O ministro explicou que a legislação prevê a incidência da CIDE sobre valores remetidos ao exterior em decorrência de contratos de licença de uso, aquisição de conhecimento técnico e transferência de tecnologia – como no caso em análise, que envolve a empresa Scania e sua matriz na Suécia.
Fux ressaltou que o cerne do julgamento está na análise da compatibilidade da norma com a CF, não abrangendo questões práticas sobre a aplicação orçamentária dos recursos. Eventuais desvios de finalidade, destacou, podem ser apurados na esfera administrativa, mas não comprometem a constitucionalidade da lei:
“Nosso objeto de cognição é saber se a lei contraria a Constituição. Se há má alocação dos recursos no plano prático, isso é tema de responsabilização administrativa, e não de inconstitucionalidade.”
O relator afastou a alegação de que seria necessária lei complementar para instituir a CIDE, enfatizando que, como contribuição de intervenção no domínio econômico, ela pode ser criada por lei ordinária.
Também rechaçou a suposta ofensa ao princípio da isonomia, entendendo que a distinção legal – como a incidência apenas sobre tecnologia estrangeira – é razoável e visa fomentar o desenvolvimento tecnológico interno.
“A legislação da CIDE observa os princípios da anterioridade, da legalidade e da imunidade à exportação. Está formalmente constitucional”, afirmou.
Fux citou precedentes do STF, como a ADIn 1.924 e o RE 635.682, que já reconheceram a validade da CIDE mesmo quando os recursos são destinados a setores tradicionalmente ligados à ordem social, como ciência e tecnologia. Segundo o ministro, não há impedimento para que a intervenção no domínio econômico se estenda a áreas fronteiriças com a ordem social.

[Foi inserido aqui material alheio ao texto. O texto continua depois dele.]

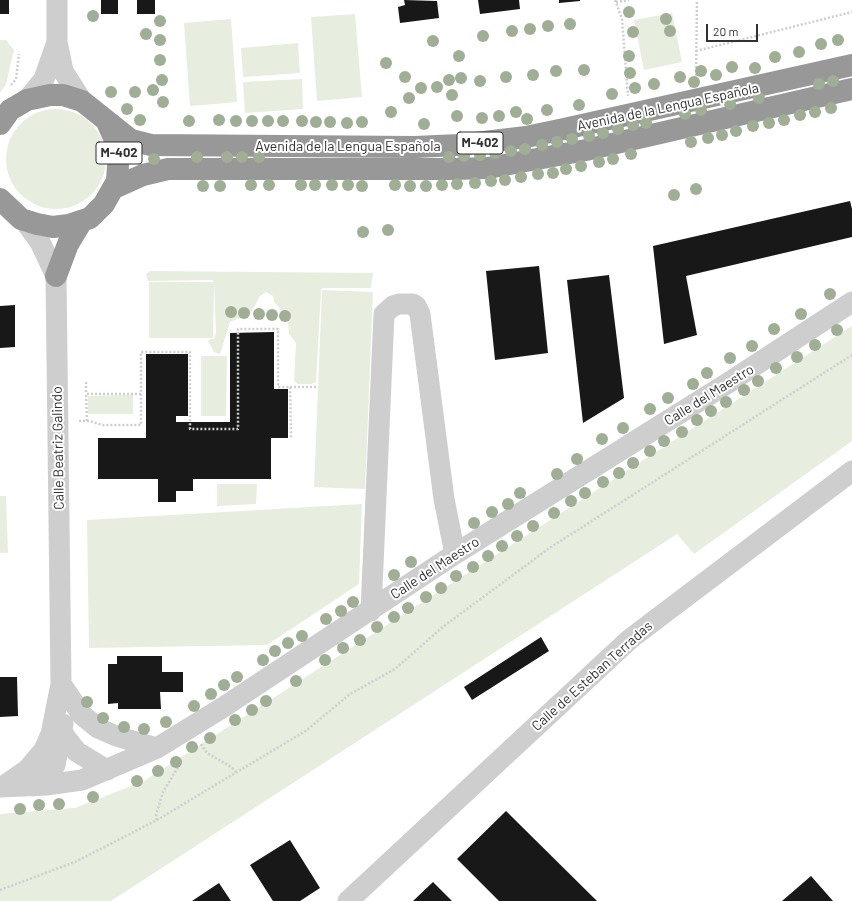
<!DOCTYPE html>
<meta charset="utf-8">
<style>
body{margin:0}
#map{position:relative;width:852px;height:901px;overflow:hidden;background:#fff;font-family:Barlow,sans-serif}
canvas{display:block}
.scale{position:absolute;left:706px;top:24px;width:52px;height:18px;box-sizing:border-box;border:2px solid #313131;border-top:0;padding-left:5px;font-size:12px;line-height:14px;white-space:nowrap;color:#313131;-webkit-text-stroke:3px #fff;paint-order:stroke}
</style>
<div id="map">
<canvas width="852" height="901"></canvas>
<div class="scale">20 m</div>
</div>
<script>
const ctx = document.querySelector('canvas').getContext('2d');
ctx.lineJoin = 'round';
function fillPath(path, color) { ctx.fillStyle = color; ctx.fill(path, 'evenodd'); }
const shape = rows => new Path2D(rows.map(r => 'M' + r).join(''));
function strokePath(path, color, width, dash) { ctx.strokeStyle = color; ctx.lineWidth = width; ctx.lineCap = dash ? 'butt' : 'round'; ctx.setLineDash(dash || []); ctx.stroke(path); }
function write(font, color, halo, rows, align = 'center') {
  ctx.font = font + ' Barlow,sans-serif'; ctx.lineWidth = 4; ctx.setLineDash([]); ctx.textBaseline = 'middle'; ctx.strokeStyle = halo; ctx.fillStyle = color; for (const [text, x, y, turn = 0] of rows) {
    ctx.save(); ctx.translate(x, y); ctx.rotate((+turn || 0) * Math.PI / 180); ctx.textAlign = isNaN(turn) ? turn : align; if (halo) ctx.strokeText(text, 0, 0); ctx.fillText(text, 0, 0); ctx.restore();
  }
}
const green = shape([
 [672,13,682,62,644,70,634,20],
 [355,14,362,97,317,101,311,17],
 [231,19,237,102,190,106,184,23],
 [0,40,6,40,14,50,6,84,0,93],
 [298,43,300,73,243,77,241,48],
 [302,79,303,109,245,113,243,82],
 '6 159a50 50 0 1 1 100 0a50 50 0 1 1-100 0Z',
 [150,271,373,273,371,288,323,288,321,290,316,382,311,384,298,384,294,381,296,343,289,334,288,321,282,315,279,307,274,302,273,296,266,292,260,296,251,313,230,322,220,354,214,352,208,341,210,339,214,339,216,332,214,282,213,338,149,338,149,282,214,282,212,280,148,281,146,274],
 [322,290,373,292,365,489,314,487],
 [852,326,852,441,694,554,677,534,111,901,0,901,0,814,75,808,144,781],
 [201,356,227,356,226,416,201,416],
 [133,395,133,414,88,414,88,396],
 [217,484,257,484,256,504,217,506],
 [0,496,6,496,8,553,0,553],
 [362,504,359,584,267,645,89,648,87,520]
]);
const building = shape([
 [0,0,9,0,9,14,0,14],
 [101,0,118,0,118,14,101,14],
 [137,0,155,0,155,14,137,14],
 [404,0,437,1,439,18,400,23,398,7,405,5],
 [478,0,519,0,520,9,480,14],
 [559,0,580,0,580,1,559,3],
 [850,201,852,209,852,237,686,276,697,335,664,344,653,246],
 [539,266,548,353,495,360,486,271],
 [609,275,624,398,583,423,567,280],
 [15,305,15,347,0,348,0,306],
 [274,332,274,389,288,389,288,438,271,438,271,479,193,479,193,491,176,491,176,502,158,502,158,479,98,479,98,438,146,438,146,354,188,354,188,416,176,416,176,422,230,422,230,333],
 [541,637,549,651,472,700,464,687],
 [117,656,162,656,162,672,183,672,183,692,160,692,161,709,118,709,118,703,108,704,108,664,117,664],
 [0,677,17,677,18,716,0,717],
 [506,811,597,901,499,901,457,859],
 [290,840,320,888,300,901,273,901,250,865],
 [811,876,833,901,782,901],
 [433,882,452,901,413,901],
 [219,883,231,901,192,901]
]);
const path = shape([
 [615,0,622,19,628,96],
 [616,2,629,0],
 [696,51,852,12],
 [696,80,697,0],
 [11,85,16,79,19,54],
 [86,382,86,394],
 [290,387,316,387],
 [79,421,90,421,102,425,141,425,141,352,190,352,190,429,238,429,238,329,278,329,278,387,290,387,291,438],
 [87,421,86,394,141,394],
 [201,744,207,753,231,767,236,772],
 [157,820,156,815,163,792,180,764,180,758],
 [0,890,75,862,157,820,307,730,350,694,395,669,444,626,548,549,852,355]
]);
const minor = shape([
 [57,0,57,42,63,71,82,101],
 [27,100,44,79,57,42],
 [371,611,384,314,393,306,399,304,413,304,416,306,420,314,444,499,455,554],
 [61,684,82,715,98,728,116,736,157,748],
 [59,726,66,738,77,752,107,770],
 [33,786,46,779,55,765,63,724],
 [0,787,46,785,82,780,157,748,222,708,455,554,728,383,852,302],
 [2,787,27,770,44,750,51,734,61,684,56,276,40,242,24,220],
 [348,901,630,639,852,471]
]);
const highway = shape([
 [0,124,10,110,27,100,50,95,63,95,82,101,131,140,151,145,415,147,459,145,526,137,564,129,852,65],
 [114,188,143,175,168,169,455,169,488,168,586,150,852,89],
 [0,199,21,219,37,224,53,227,69,225,90,218,104,204,117,181,119,149,107,122],
 [56,276,68,244,82,221]
]);
const trees = [
 [629,12],
 [93,16],
 [666,19],
 [160,21],
 [570,24],
 [548,26],
 [530,29],
 [512,31],
 [670,31],
 [633,32],
 [146,34],
 [483,36],
 [160,40],
 [838,40],
 [433,41],
 [821,44],
 [799,52],
 [459,56],
 [629,56],
 [775,57],
 [160,60],
 [386,63],
 [732,67],
 [755,68],
 [584,70],
 [556,71],
 [701,71],
 [630,73],
 [533,75],
 [716,75],
 [405,77],
 [506,77],
 [680,77],
 [461,78],
 [162,80],
 [449,80],
 [480,81],
 [833,81],
 [694,82],
 [654,84],
 [819,84],
 [437,87],
 [421,88],
 [635,88],
 [153,90],
 [111,92],
 [135,92],
 [612,94],
 [452,95],
 [409,98],
 [759,98],
 [163,102],
 [730,104],
 [579,105],
 [831,108],
 [127,109],
 [547,110],
 [701,110],
 [391,112],
 [516,112],
 [815,112],
 [685,114],
 [800,115],
 [457,116],
 [499,116],
 [482,118],
 [527,119],
 [140,120],
 [219,120],
 [784,120],
 [189,121],
 [236,121],
 [252,121],
 [268,121],
 [283,121],
 [302,121],
 [316,122],
 [330,122],
 [362,122],
 [347,123],
 [646,123],
 [769,123],
 [424,124],
 [633,125],
 [753,126],
 [618,129],
 [736,131],
 [603,133],
 [722,135],
 [589,136],
 [708,138],
 [572,139],
 [557,142],
 [691,142],
 [542,145],
 [525,149],
 [511,151],
 [495,153],
 [631,154],
 [480,155],
 [464,156],
 [197,157],
 [227,157],
 [242,157],
 [259,157],
 [449,157],
 [154,159],
 [613,159],
 [599,162],
 [581,166],
 [566,169],
 [553,173],
 [538,174],
 [521,177],
 [505,180],
 [491,181],
 [475,183],
 [457,184],
 [251,185],
 [269,185],
 [301,185],
 [315,185],
 [332,185],
 [348,185],
 [395,185],
 [442,185],
 [203,186],
 [220,186],
 [362,186],
 [410,186],
 [426,186],
 [696,189],
 [674,195],
 [388,230],
 [363,232],
 [830,294],
 [231,312],
 [244,313],
 [259,314],
 [801,314],
 [272,315],
 [285,316],
 [774,329],
 [837,330],
 [815,345],
 [752,346],
 [797,357],
 [730,358],
 [776,368],
 [707,373],
 [758,381],
 [693,384],
 [744,390],
 [668,398],
 [726,402],
 [650,409],
 [711,411],
 [697,420],
 [623,428],
 [682,432],
 [602,439],
 [664,441],
 [650,451],
 [577,459],
 [633,463],
 [619,473],
 [557,474],
 [603,482],
 [520,493],
 [585,493],
 [571,501],
 [508,504],
 [492,512],
 [554,513],
 [474,523],
 [533,526],
 [517,536],
 [502,546],
 [488,556],
 [411,562],
 [473,567],
 [394,575],
 [456,576],
 [441,588],
 [426,597],
 [353,602],
 [408,608],
 [341,611],
 [394,617],
 [326,619],
 [377,627],
 [302,636],
 [360,640],
 [288,643],
 [343,648],
 [275,651],
 [263,660],
 [325,660],
 [237,677],
 [296,681],
 [224,685],
 [211,694],
 [266,701],
 [87,702],
 [194,706],
 [252,710],
 [103,718],
 [235,720],
 [166,722],
 [124,727],
 [144,729],
 [210,738],
 [192,747],
 [176,762],
 [158,771],
 [137,781],
 [93,797],
 [59,804],
 [39,805],
 [20,809]
];
const shields = [
 [480,143,46],
 [119,153,46]
];
const shieldNames = [
 ["M-402",480,143],
 ["M-402",119,153]
];
const streetNames = [
 ["Avenida de la Lengua Española",668,107,-12],
 ["Avenida de la Lengua Española",348,146],
 ["Calle del Maestro",709,395,-32],
 ["Calle Beatriz Galindo",58,448,-91],
 ["Calle del Maestro",435,568,-33],
 ["Calle de Esteban Terradas",592,676,-42]
];
fillPath(green, '#e7eddf');
fillPath(building, '#181818');
strokePath(path, '#cecece', 2.5, [2, 2]);
strokePath(minor, '#cecece', 21);
strokePath(highway, '#989898', 22);
ctx.fillStyle = '#a0ae95';
for (const [x, y] of trees) { ctx.beginPath(); ctx.arc(x, y, 6, 0, 2 * Math.PI); ctx.fill(); }
for (const [x, y, w] of shields) { const box = new Path2D(); box.roundRect(x - w / 2, y - 11, w, 22, 3); ctx.fillStyle = '#fff'; ctx.fill(box); strokePath(box, '#313131', 1); }
write('bold 13px', '#313131', null, shieldNames);
write('14px', '#313131', '#fff', streetNames);
</script>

“Há zonas fronteiriças de intervenção na ordem social e na ordem econômica”, afirmou, destacando que a criação da contribuição respeitou as competências constitucionais da União.
Ao rebater o argumento de desvio de finalidade, Fux diferenciou a norma de sua execução administrativa. Para S. Exa., eventuais falhas na aplicação da arrecadação podem ensejar responsabilização dos gestores públicos, mas não contaminam a validade da norma instituidora.
“Se há desvio na aplicação da arrecadação da CIDE, isso pode legitimar responsabilidade do gestor público. Mas a eventual má aplicação dos recursos não inquina a egidez constitucional do tributo.”
Enfatizou ainda que o controle de constitucionalidade deve se ater à análise da compatibilidade entre o texto legal e a Constituição, não abrangendo a eficácia administrativa ou a realidade fática de sua execução. “A realidade fenomênica não é objeto de análise em controle abstrato”, disse.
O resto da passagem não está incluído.